Data entries:

*** Begin section ***

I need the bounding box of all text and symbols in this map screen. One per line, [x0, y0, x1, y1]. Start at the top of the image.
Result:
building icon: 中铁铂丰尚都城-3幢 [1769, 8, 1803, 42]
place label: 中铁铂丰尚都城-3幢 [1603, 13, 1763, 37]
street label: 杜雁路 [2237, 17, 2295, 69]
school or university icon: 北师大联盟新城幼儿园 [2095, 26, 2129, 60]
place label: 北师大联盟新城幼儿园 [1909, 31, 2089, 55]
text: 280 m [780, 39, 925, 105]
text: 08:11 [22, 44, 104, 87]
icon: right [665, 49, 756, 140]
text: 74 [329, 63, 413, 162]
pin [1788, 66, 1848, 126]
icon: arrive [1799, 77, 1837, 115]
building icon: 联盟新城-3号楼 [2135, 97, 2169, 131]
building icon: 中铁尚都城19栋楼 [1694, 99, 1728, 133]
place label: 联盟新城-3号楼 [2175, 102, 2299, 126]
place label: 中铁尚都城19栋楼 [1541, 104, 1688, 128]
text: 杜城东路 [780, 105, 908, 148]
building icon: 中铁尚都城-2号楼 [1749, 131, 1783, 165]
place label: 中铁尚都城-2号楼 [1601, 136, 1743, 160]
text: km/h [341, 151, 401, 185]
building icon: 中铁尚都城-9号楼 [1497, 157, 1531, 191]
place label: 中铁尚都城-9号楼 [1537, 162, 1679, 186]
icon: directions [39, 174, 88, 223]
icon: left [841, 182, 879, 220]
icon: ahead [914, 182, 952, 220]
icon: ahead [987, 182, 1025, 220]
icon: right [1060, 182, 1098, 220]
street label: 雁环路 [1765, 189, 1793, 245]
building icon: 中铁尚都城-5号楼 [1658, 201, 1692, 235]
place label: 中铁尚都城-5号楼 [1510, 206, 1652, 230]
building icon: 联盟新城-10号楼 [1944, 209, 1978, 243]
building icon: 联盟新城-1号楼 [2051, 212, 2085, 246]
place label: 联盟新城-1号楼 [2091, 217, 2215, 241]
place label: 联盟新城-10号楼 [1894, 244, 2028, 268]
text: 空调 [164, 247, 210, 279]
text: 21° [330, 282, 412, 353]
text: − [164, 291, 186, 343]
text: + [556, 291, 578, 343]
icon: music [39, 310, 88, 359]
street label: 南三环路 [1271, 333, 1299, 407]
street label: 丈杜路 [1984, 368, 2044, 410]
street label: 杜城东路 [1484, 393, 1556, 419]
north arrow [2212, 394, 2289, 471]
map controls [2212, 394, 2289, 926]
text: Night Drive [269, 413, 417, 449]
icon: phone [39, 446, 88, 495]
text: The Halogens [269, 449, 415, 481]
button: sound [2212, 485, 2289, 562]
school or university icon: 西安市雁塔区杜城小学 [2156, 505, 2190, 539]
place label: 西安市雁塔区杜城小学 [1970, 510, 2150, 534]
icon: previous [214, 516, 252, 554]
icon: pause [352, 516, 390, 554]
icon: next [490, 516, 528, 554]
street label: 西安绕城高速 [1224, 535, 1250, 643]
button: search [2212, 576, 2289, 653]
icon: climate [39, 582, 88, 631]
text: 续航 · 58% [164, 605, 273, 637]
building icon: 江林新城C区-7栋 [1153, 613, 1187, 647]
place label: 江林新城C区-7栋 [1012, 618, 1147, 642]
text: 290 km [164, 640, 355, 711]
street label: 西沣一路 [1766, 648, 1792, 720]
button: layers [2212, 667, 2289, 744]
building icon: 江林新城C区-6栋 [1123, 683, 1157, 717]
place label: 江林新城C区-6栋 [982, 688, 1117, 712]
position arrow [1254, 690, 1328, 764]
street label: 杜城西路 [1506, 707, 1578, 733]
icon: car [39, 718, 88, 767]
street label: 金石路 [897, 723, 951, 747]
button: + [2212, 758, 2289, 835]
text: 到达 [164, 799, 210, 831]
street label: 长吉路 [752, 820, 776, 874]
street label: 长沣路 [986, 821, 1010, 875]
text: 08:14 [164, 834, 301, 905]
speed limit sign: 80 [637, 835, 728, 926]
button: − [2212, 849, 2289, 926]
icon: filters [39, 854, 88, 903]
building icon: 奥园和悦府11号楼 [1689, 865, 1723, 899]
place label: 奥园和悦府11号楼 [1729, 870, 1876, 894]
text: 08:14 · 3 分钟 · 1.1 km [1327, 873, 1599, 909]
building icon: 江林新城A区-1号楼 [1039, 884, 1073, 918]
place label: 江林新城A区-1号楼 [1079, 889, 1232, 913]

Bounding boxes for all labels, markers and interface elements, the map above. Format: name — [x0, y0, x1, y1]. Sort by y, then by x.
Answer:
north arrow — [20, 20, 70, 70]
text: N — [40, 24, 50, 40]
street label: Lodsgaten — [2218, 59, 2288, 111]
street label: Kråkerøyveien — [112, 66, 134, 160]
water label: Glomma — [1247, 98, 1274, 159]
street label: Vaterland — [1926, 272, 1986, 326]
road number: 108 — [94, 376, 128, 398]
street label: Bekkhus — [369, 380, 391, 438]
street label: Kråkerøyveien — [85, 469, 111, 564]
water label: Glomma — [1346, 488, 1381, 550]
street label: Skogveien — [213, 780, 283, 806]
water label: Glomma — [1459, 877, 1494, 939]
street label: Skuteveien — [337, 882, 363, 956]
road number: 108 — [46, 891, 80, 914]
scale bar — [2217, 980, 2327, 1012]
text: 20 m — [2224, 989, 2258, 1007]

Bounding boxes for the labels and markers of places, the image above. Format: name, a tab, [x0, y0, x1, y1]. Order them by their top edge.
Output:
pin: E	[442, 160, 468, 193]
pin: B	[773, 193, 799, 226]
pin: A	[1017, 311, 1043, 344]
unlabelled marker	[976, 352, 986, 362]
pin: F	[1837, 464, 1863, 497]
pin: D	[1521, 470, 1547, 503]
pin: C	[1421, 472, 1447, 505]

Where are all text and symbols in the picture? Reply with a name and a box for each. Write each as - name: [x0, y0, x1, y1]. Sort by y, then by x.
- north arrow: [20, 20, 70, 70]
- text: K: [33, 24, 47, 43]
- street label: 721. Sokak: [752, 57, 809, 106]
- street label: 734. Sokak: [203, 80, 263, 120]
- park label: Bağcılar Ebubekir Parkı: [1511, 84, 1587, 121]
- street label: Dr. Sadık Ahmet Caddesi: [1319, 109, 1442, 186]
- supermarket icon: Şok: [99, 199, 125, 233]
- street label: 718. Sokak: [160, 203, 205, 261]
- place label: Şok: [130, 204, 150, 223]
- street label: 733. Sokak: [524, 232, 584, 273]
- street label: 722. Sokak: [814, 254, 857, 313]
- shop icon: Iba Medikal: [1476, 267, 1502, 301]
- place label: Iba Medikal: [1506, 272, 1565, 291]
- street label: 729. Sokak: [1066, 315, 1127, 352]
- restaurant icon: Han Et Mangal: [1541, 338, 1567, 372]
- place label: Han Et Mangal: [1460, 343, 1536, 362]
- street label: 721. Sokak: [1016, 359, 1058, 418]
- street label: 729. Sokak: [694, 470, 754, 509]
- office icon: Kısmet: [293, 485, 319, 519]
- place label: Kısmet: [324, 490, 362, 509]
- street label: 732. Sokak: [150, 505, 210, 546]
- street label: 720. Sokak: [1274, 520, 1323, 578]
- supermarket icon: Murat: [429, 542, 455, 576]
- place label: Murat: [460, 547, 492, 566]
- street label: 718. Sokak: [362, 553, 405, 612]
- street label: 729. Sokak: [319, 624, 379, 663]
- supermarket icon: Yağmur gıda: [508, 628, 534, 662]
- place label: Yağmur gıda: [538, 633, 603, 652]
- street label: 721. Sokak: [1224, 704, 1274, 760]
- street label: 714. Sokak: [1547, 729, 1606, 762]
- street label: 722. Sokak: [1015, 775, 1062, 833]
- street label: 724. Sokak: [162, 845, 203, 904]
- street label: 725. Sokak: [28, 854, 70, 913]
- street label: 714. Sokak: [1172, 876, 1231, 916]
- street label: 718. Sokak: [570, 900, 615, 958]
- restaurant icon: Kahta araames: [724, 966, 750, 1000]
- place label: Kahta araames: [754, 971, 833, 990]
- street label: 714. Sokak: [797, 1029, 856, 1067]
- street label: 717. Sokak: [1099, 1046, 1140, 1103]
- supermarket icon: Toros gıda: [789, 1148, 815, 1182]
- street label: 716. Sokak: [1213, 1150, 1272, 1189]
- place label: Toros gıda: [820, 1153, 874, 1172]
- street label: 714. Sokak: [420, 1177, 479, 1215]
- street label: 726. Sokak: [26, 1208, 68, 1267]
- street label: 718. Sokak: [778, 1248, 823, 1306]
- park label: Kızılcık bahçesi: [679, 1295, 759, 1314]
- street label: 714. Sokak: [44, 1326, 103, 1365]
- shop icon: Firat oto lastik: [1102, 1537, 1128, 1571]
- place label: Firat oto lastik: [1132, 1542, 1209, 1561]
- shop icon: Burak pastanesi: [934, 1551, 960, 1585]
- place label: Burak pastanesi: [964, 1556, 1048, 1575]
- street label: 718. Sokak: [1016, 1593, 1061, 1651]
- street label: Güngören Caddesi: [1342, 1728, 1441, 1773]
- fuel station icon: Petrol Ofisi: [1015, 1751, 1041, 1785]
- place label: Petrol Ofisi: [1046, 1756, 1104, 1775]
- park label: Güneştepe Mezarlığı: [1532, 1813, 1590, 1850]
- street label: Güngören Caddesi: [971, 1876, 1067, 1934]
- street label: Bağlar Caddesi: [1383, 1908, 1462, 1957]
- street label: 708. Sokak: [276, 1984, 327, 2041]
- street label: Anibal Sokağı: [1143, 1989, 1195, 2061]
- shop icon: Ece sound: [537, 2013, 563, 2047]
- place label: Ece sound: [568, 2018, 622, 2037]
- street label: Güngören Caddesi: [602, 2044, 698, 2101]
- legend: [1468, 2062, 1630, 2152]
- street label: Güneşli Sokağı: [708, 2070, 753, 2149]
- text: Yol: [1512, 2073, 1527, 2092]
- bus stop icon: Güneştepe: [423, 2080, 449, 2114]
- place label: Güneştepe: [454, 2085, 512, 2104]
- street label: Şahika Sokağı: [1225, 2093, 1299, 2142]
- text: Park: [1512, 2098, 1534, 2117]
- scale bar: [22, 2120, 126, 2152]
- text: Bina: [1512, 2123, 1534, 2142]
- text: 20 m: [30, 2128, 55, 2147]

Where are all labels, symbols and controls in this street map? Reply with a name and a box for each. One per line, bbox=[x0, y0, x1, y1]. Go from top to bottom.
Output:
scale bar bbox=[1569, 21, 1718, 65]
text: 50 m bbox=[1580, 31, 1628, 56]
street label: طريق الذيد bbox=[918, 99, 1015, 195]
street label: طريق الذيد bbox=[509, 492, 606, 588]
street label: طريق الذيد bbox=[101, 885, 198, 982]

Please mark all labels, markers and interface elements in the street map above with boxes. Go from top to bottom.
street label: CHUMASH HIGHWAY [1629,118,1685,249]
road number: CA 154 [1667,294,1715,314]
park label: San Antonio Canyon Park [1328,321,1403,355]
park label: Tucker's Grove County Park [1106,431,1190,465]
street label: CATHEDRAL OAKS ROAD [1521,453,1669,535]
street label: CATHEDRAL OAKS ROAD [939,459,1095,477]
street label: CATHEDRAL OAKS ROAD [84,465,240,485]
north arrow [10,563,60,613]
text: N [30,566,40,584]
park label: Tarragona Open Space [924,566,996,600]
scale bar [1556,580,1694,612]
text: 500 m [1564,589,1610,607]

*** End section ***

- _Task instructions_
Retype exactly the line with "Please mark all" and each line after it until the records end, and include no other line.

- _Task response_
Please mark all labels, markers and interface elements in the street map above with boxes. Go from top to bottom.
street label: CHUMASH HIGHWAY [1629,118,1685,249]
road number: CA 154 [1667,294,1715,314]
park label: San Antonio Canyon Park [1328,321,1403,355]
park label: Tucker's Grove County Park [1106,431,1190,465]
street label: CATHEDRAL OAKS ROAD [1521,453,1669,535]
street label: CATHEDRAL OAKS ROAD [939,459,1095,477]
street label: CATHEDRAL OAKS ROAD [84,465,240,485]
north arrow [10,563,60,613]
text: N [30,566,40,584]
park label: Tarragona Open Space [924,566,996,600]
scale bar [1556,580,1694,612]
text: 500 m [1564,589,1610,607]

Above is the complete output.